I'm not white washing my option: I want sustainable agricultural practices to become norm, not exception.

[–] [email protected] -3 points 9 months ago (1 children)

As opposed to the enormous amounts of nitrogen and phosphorous based fertilizers used to produce cattle feed.

[–] [email protected] -1 points 9 months ago (1 children)

Talking out of what I can see out of my window, hay and feed crops for cattle are sown in the same fields where animals are led to graze, with no added fertilizers besides the manure left behind that is tilled into the soil, in field rotation system.

The greenhouses and berry farms around here turn down the readily and locally available and cheap manures to instead consume huge amounts of synthetic fertilizers produced in far away factories that have to be trucked in.

[–] [email protected] -2 points 9 months ago* (last edited 9 months ago) (1 children)

That's a cute fairy tale.

In the real world, over 5.6 million tons of nitrogen are applied to corn (40% of which is feedcorn, on top of 40% for ethanol. barely any for us vegans!) each year through chemical fertilizers, compared to a mere million tons of nitrogen from manure. A good amount is coming from cattle, like you said, but the reality is that the clear majority is artificial.

And regardless of whether it's natural or artificial, nitrates then wash into the rivers and waterways causing algae blooms, fish die-offs in rivers and lakes, drinking water pollution, ocean dead zones, coral bleaching and other habitat destruction, that shit even gets into the groundwater. In the human body it causes cancers, thyroid disease, birth defects, and probably more we don't know about.

Poison isn't better for you just because it's "natural" 🙄

[–] [email protected] 1 points 9 months ago (1 children)

At no point this was made a witch hunt on vegans.

And are you trying to deny by default what I am stating as "fairy tale" or are you trying to build up on my immediate example.

Yes, corn is a cash crop, along with soy and a couple other cereals. An heavily subsidized cash crop, already identified as a depleter of soils and water sources. Let's cut back on that front and incentivize the planting of rapeseed, as an example.

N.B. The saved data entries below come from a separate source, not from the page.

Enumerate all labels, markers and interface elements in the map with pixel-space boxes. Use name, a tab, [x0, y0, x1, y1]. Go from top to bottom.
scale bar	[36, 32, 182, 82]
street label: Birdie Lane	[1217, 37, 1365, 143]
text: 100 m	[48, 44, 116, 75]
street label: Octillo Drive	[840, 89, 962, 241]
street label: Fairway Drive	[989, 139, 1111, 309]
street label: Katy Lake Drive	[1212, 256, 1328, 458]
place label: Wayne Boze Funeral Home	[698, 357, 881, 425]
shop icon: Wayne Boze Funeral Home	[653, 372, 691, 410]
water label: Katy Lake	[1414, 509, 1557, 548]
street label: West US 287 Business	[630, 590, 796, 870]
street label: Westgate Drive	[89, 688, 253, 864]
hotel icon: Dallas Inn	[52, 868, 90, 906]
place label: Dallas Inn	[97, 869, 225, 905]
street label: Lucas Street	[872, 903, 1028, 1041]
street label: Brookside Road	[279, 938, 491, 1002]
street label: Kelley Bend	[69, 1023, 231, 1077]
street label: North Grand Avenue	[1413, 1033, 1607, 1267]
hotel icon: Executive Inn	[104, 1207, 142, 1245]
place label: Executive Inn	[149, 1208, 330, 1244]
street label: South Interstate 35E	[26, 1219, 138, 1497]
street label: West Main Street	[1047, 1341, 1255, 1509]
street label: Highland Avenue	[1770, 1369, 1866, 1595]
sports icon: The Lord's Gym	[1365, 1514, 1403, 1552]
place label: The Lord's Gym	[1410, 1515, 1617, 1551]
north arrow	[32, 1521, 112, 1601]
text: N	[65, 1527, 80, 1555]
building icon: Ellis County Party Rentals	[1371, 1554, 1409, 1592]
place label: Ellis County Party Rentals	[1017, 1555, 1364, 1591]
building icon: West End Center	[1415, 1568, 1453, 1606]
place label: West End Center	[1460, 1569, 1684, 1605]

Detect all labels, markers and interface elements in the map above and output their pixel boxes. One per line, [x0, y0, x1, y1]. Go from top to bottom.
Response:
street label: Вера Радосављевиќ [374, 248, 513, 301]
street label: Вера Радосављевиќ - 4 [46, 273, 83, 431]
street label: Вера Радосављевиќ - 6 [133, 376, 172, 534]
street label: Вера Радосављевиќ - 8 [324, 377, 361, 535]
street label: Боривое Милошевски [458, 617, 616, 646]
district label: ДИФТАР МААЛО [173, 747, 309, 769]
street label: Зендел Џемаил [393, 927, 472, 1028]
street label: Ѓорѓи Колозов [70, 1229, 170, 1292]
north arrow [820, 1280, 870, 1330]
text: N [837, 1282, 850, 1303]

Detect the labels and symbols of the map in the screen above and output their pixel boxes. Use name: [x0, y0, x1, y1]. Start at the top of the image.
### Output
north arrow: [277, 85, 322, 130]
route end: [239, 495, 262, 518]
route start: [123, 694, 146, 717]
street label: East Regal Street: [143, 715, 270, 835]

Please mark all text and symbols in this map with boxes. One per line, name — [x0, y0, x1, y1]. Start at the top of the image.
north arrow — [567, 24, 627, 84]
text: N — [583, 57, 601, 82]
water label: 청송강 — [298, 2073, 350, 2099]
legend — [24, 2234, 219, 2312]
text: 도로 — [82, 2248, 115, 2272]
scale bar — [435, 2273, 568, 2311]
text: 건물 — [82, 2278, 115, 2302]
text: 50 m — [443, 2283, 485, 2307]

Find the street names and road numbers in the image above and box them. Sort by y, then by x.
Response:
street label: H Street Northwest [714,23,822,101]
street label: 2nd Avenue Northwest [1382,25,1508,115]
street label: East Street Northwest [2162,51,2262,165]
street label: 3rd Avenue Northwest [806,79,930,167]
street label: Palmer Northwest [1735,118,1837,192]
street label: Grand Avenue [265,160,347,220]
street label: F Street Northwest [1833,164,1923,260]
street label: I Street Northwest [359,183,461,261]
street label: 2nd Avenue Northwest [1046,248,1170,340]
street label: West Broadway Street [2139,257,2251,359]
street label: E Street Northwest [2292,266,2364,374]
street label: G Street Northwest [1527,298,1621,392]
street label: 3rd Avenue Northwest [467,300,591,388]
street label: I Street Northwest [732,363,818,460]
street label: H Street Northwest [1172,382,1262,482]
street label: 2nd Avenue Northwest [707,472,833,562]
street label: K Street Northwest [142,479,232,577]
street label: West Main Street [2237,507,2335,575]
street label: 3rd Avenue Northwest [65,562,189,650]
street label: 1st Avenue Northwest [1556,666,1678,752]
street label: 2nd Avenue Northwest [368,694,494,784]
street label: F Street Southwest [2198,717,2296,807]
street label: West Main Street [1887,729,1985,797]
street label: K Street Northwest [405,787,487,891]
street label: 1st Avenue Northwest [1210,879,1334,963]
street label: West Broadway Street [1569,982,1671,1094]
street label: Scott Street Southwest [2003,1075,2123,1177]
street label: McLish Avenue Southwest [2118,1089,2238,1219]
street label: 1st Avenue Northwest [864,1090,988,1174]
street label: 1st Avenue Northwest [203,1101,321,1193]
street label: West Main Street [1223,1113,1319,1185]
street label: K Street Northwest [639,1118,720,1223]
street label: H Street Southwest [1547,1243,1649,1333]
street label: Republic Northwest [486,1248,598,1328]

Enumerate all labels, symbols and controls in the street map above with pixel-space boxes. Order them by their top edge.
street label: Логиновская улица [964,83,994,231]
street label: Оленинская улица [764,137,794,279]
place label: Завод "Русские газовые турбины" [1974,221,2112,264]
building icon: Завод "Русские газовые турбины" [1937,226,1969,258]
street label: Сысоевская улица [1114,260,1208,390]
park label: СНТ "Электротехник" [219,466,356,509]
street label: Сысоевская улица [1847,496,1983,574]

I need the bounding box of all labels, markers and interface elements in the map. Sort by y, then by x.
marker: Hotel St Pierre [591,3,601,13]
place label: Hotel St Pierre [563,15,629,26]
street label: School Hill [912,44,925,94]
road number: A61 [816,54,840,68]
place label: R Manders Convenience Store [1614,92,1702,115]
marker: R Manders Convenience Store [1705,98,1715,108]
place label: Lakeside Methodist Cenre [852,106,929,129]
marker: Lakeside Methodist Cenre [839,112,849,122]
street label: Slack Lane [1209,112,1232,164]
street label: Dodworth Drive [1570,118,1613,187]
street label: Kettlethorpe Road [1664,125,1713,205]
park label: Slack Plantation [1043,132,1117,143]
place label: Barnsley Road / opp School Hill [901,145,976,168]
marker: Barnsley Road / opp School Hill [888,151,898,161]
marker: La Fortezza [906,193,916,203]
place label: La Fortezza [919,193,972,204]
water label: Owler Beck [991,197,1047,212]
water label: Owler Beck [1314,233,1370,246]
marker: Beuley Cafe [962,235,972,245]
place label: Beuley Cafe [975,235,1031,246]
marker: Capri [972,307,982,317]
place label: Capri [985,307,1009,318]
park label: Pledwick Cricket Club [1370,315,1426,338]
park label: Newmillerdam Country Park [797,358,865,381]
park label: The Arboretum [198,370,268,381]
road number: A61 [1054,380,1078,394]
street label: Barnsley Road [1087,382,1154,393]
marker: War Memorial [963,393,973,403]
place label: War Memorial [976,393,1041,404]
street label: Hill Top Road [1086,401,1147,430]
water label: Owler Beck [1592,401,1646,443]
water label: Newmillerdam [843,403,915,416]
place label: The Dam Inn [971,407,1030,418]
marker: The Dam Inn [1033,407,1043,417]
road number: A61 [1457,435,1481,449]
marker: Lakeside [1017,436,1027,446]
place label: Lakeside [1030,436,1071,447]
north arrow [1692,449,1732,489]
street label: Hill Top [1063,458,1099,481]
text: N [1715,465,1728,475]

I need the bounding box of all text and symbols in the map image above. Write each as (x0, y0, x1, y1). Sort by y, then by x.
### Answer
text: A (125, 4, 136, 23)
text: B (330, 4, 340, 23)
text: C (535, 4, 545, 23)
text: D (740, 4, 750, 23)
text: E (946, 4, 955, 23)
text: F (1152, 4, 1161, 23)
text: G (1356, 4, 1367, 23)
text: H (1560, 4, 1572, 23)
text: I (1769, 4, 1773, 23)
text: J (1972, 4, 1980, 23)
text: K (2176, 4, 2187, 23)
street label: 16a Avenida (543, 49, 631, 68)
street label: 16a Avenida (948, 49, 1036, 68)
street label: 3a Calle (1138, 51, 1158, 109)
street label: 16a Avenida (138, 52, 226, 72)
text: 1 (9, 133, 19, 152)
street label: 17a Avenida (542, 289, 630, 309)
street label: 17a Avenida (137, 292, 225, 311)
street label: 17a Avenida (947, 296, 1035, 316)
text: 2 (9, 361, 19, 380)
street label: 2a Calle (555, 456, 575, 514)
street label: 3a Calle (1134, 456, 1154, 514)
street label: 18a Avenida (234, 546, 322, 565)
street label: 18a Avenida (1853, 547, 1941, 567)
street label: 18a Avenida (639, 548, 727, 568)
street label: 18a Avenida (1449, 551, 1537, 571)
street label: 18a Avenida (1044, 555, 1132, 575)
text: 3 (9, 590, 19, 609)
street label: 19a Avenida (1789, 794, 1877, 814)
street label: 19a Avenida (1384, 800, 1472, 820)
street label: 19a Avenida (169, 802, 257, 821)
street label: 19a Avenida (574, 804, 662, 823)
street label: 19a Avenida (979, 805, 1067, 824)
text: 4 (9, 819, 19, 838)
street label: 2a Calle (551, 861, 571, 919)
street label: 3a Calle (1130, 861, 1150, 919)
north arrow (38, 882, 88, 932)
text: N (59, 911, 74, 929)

Fulfils more environmentally useful roles than corn and provides a good chunk of useful and very important by-products.

But all of this just to go back to my initial statement: cereals here get a fraction of fertilizers other crops receive and usually through the animals that graze on the left overs and fallow fields. These are practices done by small, family scale farmers.

And yes, the gross majority of nitrates are artificially added, often with no need. And let's also applaud the excelent marketing campaign create by fertilizer manufacturers, that objectively created a notion that it isn't factory made it isn't good.

The muds removed from waste water management plants are phosphorous and nitrogen rich, a fraction of the cost of the synthetic fertilizers yet nobody will use it. Many countries import huge amounts of fertilizers while wasting a readily available resource. That is another bad practice.

[–] [email protected] -5 points 9 months ago (1 children)

At no point this was made a witch hunt on vegans.

You say that, but then you turn around and present animals that graze on the left overs and fallow fields as somehow "better" than the artificial fertilizers used in greenhouses. The reality is that we could use much less artificial fertilizer and also use less animal fertilizer. It all needs to be reduced and it's not healthy or good for the environment just because the pollutants come from animals.

There's nothing wrong with greenhouses using artificial fertilizer, as long as they're using controlled amounts and aren't adding to nitrate pollution. And you know what? Greenhouses are usually way better about that, because they have very controlled growing operations!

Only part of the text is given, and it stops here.